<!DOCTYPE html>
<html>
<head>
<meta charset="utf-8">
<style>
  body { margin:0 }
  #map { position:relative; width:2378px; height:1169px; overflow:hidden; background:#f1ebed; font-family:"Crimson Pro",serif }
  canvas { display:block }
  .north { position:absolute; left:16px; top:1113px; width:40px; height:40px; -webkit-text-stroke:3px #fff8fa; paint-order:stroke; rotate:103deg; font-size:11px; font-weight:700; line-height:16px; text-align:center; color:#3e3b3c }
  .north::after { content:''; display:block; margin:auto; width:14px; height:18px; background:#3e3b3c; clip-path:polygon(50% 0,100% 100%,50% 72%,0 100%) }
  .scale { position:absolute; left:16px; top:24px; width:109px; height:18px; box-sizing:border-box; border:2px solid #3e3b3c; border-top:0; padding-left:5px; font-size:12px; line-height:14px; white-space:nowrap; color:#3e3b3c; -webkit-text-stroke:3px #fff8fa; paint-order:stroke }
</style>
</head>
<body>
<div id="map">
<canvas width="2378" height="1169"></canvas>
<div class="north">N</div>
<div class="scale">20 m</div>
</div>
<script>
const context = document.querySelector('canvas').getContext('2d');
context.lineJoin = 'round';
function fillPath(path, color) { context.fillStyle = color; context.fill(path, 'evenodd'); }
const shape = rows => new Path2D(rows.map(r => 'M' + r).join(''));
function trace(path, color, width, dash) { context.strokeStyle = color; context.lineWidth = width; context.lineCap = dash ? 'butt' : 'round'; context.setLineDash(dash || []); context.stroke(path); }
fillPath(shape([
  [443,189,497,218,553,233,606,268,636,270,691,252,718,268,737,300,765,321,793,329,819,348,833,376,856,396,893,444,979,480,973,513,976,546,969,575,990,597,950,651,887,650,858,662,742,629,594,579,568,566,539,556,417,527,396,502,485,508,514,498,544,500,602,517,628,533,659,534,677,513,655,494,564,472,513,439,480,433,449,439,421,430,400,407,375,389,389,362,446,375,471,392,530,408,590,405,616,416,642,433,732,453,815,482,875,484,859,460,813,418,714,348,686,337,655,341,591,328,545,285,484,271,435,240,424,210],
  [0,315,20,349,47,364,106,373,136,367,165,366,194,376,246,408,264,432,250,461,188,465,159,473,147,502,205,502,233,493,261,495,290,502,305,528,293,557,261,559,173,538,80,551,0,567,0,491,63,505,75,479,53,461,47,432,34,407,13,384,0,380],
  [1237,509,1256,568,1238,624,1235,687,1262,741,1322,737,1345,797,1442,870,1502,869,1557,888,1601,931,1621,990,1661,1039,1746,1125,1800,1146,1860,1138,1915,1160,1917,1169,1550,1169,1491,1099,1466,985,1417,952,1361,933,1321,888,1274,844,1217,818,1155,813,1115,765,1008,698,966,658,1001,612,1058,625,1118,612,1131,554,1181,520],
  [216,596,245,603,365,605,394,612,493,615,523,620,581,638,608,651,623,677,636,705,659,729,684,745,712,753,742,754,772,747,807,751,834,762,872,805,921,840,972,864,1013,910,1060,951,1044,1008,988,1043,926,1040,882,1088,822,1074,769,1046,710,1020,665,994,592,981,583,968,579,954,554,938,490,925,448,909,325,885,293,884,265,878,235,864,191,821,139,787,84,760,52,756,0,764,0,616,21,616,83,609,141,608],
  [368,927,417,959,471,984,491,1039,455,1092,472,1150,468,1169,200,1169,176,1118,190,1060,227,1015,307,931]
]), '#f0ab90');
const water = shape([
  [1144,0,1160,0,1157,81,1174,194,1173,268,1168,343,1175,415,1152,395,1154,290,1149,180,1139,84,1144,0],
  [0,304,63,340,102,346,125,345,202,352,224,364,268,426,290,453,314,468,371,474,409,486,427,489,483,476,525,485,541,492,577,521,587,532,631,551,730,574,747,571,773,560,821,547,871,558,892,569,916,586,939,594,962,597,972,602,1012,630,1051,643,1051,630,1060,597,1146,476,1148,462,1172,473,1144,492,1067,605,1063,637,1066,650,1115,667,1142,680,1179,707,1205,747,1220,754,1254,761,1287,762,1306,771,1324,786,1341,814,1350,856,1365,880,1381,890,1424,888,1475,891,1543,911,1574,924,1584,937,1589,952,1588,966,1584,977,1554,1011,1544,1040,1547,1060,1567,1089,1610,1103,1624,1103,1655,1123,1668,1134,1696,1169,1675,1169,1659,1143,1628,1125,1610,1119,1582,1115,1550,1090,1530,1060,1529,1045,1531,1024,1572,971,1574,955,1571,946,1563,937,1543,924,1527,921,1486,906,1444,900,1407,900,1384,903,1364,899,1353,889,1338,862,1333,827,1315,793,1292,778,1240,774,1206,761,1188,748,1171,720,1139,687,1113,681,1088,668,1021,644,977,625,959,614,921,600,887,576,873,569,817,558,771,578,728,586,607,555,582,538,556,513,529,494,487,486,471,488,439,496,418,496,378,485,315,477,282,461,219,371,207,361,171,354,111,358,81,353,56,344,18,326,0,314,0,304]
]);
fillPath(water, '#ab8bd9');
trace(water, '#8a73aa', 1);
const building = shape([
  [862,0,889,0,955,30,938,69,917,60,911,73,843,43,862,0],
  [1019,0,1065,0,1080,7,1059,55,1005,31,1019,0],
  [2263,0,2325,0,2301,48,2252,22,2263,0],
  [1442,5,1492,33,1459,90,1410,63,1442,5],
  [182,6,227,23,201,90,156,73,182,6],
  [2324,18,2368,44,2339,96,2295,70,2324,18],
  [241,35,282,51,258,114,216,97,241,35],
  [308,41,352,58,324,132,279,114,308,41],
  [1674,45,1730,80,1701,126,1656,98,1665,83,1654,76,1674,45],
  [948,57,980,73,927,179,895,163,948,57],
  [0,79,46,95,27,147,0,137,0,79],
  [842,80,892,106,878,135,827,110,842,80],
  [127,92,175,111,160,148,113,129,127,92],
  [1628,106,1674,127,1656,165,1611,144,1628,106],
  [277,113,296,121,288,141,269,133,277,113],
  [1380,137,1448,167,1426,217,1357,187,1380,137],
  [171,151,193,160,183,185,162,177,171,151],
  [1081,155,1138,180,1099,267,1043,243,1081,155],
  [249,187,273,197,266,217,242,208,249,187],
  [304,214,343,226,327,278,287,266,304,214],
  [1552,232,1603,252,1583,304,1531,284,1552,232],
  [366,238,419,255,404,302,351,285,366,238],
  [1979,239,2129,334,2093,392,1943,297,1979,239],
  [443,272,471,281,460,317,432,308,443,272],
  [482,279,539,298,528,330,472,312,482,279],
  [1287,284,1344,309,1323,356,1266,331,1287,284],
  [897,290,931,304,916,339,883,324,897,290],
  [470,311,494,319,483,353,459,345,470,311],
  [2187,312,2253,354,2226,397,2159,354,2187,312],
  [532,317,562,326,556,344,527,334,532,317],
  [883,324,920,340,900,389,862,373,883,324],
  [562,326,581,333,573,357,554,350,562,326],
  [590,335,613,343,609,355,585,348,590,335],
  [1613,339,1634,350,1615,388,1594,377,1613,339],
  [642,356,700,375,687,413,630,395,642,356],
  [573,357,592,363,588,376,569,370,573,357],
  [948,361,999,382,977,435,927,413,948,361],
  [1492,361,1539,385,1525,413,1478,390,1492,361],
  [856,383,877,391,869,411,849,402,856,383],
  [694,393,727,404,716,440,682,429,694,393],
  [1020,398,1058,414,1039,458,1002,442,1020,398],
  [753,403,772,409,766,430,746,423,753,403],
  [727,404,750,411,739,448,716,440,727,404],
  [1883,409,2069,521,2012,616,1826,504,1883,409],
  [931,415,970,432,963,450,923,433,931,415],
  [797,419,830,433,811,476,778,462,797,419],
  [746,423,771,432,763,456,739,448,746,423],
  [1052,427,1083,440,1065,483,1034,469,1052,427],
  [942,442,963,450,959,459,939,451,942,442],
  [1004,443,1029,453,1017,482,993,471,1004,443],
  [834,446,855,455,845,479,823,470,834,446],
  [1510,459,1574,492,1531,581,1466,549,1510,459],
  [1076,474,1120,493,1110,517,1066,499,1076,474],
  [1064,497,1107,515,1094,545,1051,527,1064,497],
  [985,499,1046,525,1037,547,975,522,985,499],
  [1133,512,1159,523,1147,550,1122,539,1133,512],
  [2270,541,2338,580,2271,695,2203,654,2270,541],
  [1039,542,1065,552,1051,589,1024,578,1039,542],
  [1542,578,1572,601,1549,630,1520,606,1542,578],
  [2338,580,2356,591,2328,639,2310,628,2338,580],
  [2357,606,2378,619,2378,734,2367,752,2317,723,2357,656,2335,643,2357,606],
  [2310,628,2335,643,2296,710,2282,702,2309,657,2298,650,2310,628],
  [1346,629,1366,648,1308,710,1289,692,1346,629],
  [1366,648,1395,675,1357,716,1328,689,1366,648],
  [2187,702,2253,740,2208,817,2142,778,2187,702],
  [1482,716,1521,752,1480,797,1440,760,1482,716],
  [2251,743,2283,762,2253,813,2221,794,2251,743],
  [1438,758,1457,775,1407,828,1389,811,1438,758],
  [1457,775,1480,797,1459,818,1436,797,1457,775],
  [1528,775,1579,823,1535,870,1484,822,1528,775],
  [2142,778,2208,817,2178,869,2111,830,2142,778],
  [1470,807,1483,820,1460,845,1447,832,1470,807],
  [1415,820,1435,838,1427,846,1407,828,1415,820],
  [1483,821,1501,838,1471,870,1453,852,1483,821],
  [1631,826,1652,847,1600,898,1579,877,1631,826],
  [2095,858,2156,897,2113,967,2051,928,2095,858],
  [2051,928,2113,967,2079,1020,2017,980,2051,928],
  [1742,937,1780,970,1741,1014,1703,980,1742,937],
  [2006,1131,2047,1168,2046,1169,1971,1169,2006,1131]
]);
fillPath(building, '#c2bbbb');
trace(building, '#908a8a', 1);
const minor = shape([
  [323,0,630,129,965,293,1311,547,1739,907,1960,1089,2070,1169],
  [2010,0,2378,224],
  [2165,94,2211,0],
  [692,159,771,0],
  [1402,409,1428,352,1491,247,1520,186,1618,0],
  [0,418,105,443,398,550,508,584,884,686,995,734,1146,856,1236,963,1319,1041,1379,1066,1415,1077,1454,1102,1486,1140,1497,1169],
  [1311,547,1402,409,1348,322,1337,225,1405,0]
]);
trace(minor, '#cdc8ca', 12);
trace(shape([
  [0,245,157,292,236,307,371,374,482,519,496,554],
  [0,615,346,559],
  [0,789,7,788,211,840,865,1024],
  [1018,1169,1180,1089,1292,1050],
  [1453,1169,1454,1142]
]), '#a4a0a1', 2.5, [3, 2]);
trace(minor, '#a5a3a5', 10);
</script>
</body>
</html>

What you should do: Please restate the records word for word. Go from the first line to the line with "const shape = rows" and include both.

Solution for this exercise:
<!DOCTYPE html>
<html>
<head>
<meta charset="utf-8">
<style>
  body { margin:0 }
  #map { position:relative; width:2378px; height:1169px; overflow:hidden; background:#f1ebed; font-family:"Crimson Pro",serif }
  canvas { display:block }
  .north { position:absolute; left:16px; top:1113px; width:40px; height:40px; -webkit-text-stroke:3px #fff8fa; paint-order:stroke; rotate:103deg; font-size:11px; font-weight:700; line-height:16px; text-align:center; color:#3e3b3c }
  .north::after { content:''; display:block; margin:auto; width:14px; height:18px; background:#3e3b3c; clip-path:polygon(50% 0,100% 100%,50% 72%,0 100%) }
  .scale { position:absolute; left:16px; top:24px; width:109px; height:18px; box-sizing:border-box; border:2px solid #3e3b3c; border-top:0; padding-left:5px; font-size:12px; line-height:14px; white-space:nowrap; color:#3e3b3c; -webkit-text-stroke:3px #fff8fa; paint-order:stroke }
</style>
</head>
<body>
<div id="map">
<canvas width="2378" height="1169"></canvas>
<div class="north">N</div>
<div class="scale">20 m</div>
</div>
<script>
const context = document.querySelector('canvas').getContext('2d');
context.lineJoin = 'round';
function fillPath(path, color) { context.fillStyle = color; context.fill(path, 'evenodd'); }
const shape = rows => new Path2D(rows.map(r => 'M' + r).join(''));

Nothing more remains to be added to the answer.